* _Work item_:
Look in the material below for the line with "Input: one rendered" and the line with "Parse this page: labels, road", then set down exactly those two lines and all lines between, nothing more.

* _Extracted information_:
======

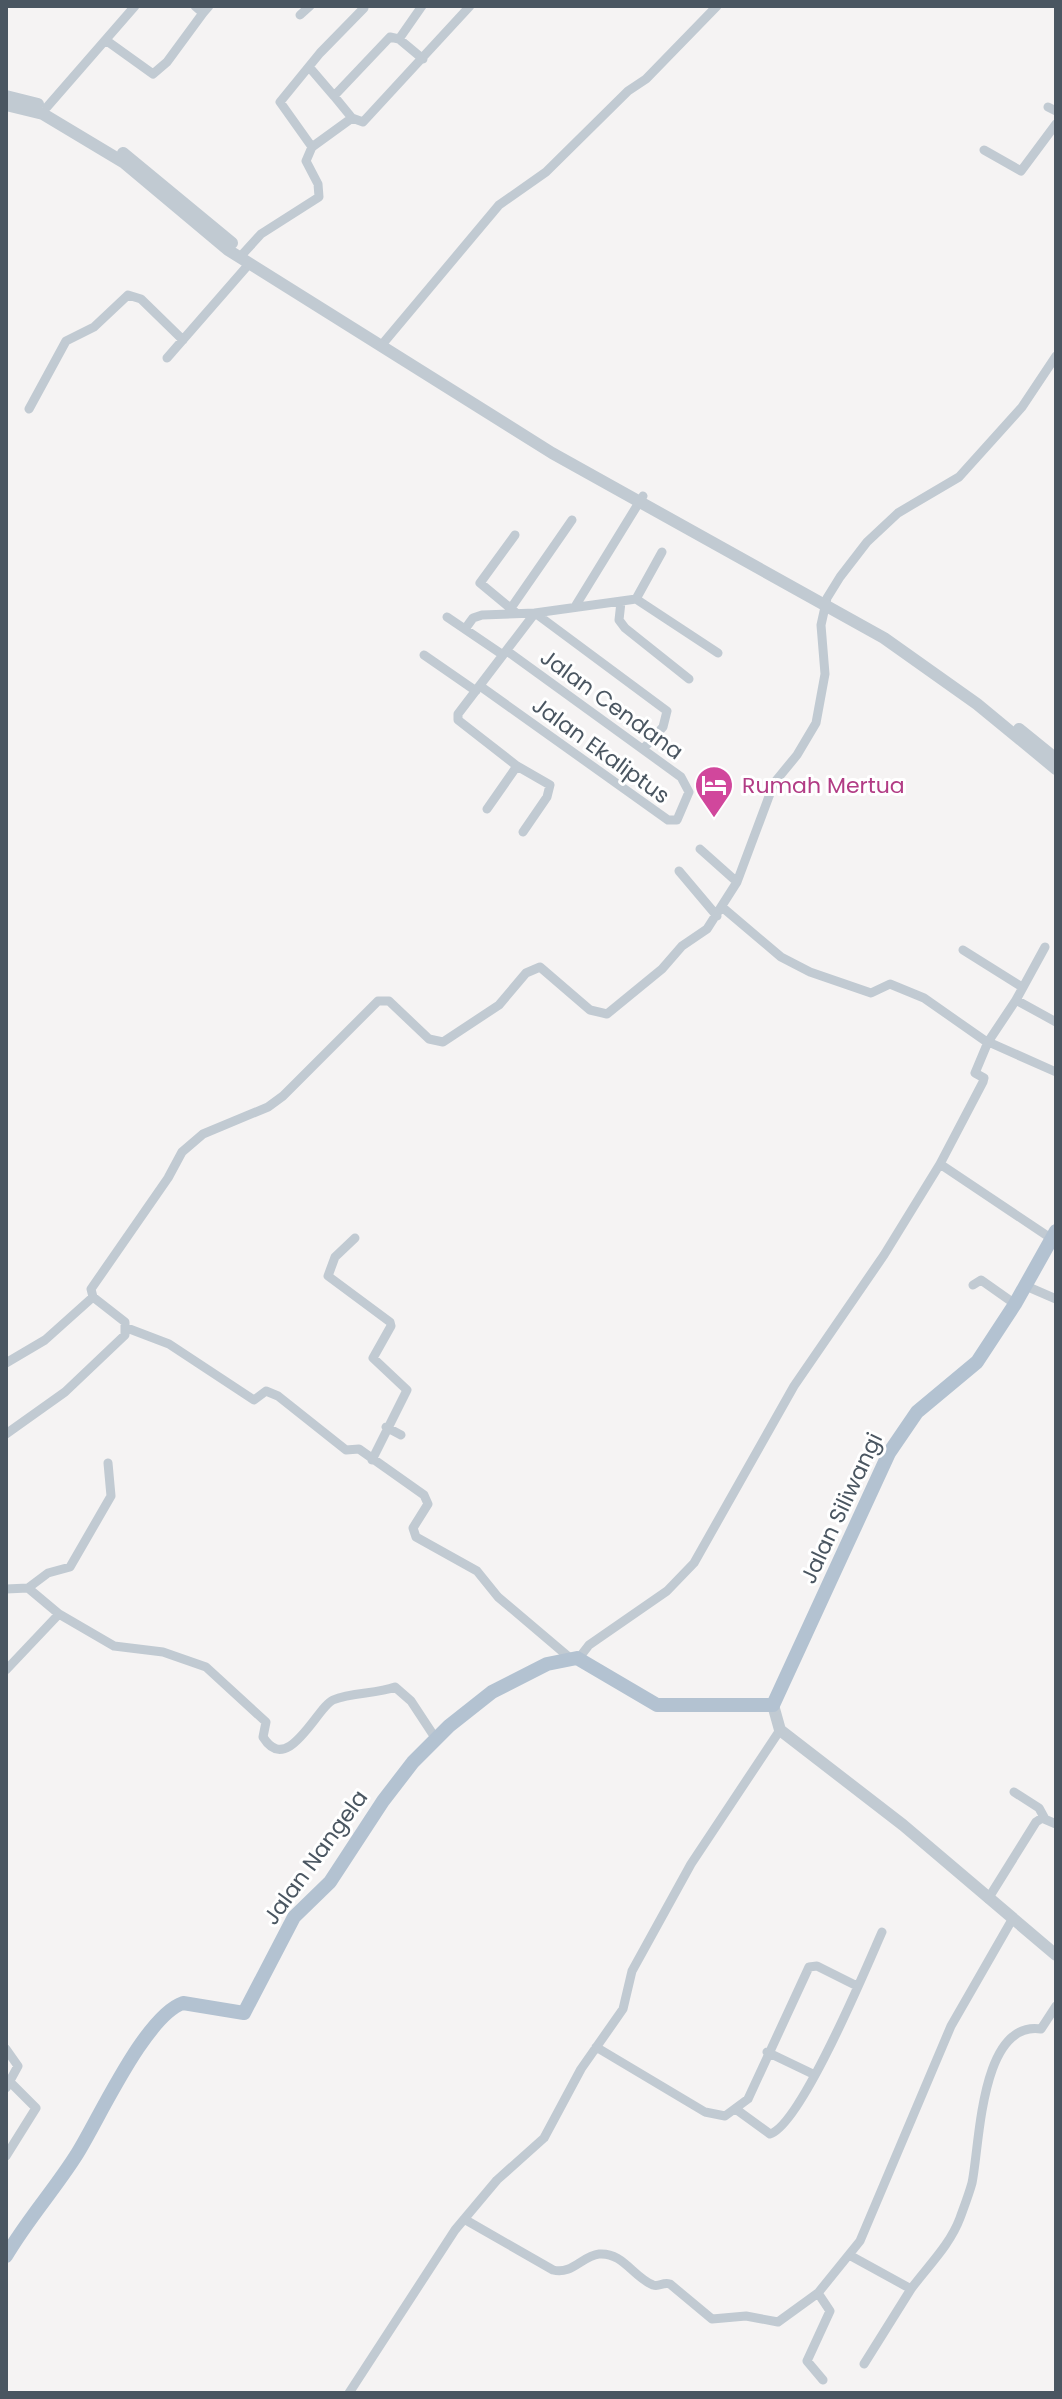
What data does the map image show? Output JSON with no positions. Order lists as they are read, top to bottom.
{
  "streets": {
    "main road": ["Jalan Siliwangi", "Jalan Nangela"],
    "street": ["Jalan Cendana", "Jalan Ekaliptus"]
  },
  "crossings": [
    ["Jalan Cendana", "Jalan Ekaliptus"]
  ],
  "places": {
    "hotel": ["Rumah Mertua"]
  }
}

======

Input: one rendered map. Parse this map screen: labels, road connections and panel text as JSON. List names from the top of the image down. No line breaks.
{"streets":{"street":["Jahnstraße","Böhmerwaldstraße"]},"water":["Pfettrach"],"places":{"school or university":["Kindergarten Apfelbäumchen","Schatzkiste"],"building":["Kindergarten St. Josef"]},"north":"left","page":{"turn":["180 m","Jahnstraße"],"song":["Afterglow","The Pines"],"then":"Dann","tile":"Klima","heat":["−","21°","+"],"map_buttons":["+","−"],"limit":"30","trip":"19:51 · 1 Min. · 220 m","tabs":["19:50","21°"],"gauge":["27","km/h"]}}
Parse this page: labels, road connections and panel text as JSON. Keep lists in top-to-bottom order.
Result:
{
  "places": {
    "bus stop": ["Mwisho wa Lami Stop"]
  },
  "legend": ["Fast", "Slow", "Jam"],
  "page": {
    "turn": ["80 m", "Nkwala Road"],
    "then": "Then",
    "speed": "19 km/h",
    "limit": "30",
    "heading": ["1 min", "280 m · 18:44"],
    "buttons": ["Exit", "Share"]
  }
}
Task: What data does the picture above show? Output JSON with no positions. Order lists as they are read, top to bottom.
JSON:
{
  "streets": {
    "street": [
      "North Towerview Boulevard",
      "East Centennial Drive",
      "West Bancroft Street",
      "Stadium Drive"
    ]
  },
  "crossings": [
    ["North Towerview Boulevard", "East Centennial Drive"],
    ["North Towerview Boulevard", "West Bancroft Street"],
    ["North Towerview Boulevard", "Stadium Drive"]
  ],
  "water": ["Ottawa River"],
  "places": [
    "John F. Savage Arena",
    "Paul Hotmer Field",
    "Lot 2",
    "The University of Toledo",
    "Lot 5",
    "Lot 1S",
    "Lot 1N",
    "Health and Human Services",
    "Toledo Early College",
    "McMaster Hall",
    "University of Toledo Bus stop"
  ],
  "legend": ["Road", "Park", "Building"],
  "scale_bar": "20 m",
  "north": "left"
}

======

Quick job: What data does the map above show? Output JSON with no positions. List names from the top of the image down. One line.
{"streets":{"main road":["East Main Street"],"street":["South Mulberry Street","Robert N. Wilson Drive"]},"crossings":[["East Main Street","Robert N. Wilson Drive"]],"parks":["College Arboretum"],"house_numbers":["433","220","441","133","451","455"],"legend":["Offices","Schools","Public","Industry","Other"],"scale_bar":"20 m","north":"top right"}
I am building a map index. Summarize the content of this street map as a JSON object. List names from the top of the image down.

======

* _The completed task_:
Input: one rendered map. Parse this map screen: labels, road connections and panel text as JSON. List names from the top of the image down. No line breaks.
{"streets":{"street":["Jahnstraße","Böhmerwaldstraße"]},"water":["Pfettrach"],"places":{"school or university":["Kindergarten Apfelbäumchen","Schatzkiste"],"building":["Kindergarten St. Josef"]},"north":"left","page":{"turn":["180 m","Jahnstraße"],"song":["Afterglow","The Pines"],"then":"Dann","tile":"Klima","heat":["−","21°","+"],"map_buttons":["+","−"],"limit":"30","trip":"19:51 · 1 Min. · 220 m","tabs":["19:50","21°"],"gauge":["27","km/h"]}}
Parse this page: labels, road connections and panel text as JSON. Keep lists in top-to-bottom order.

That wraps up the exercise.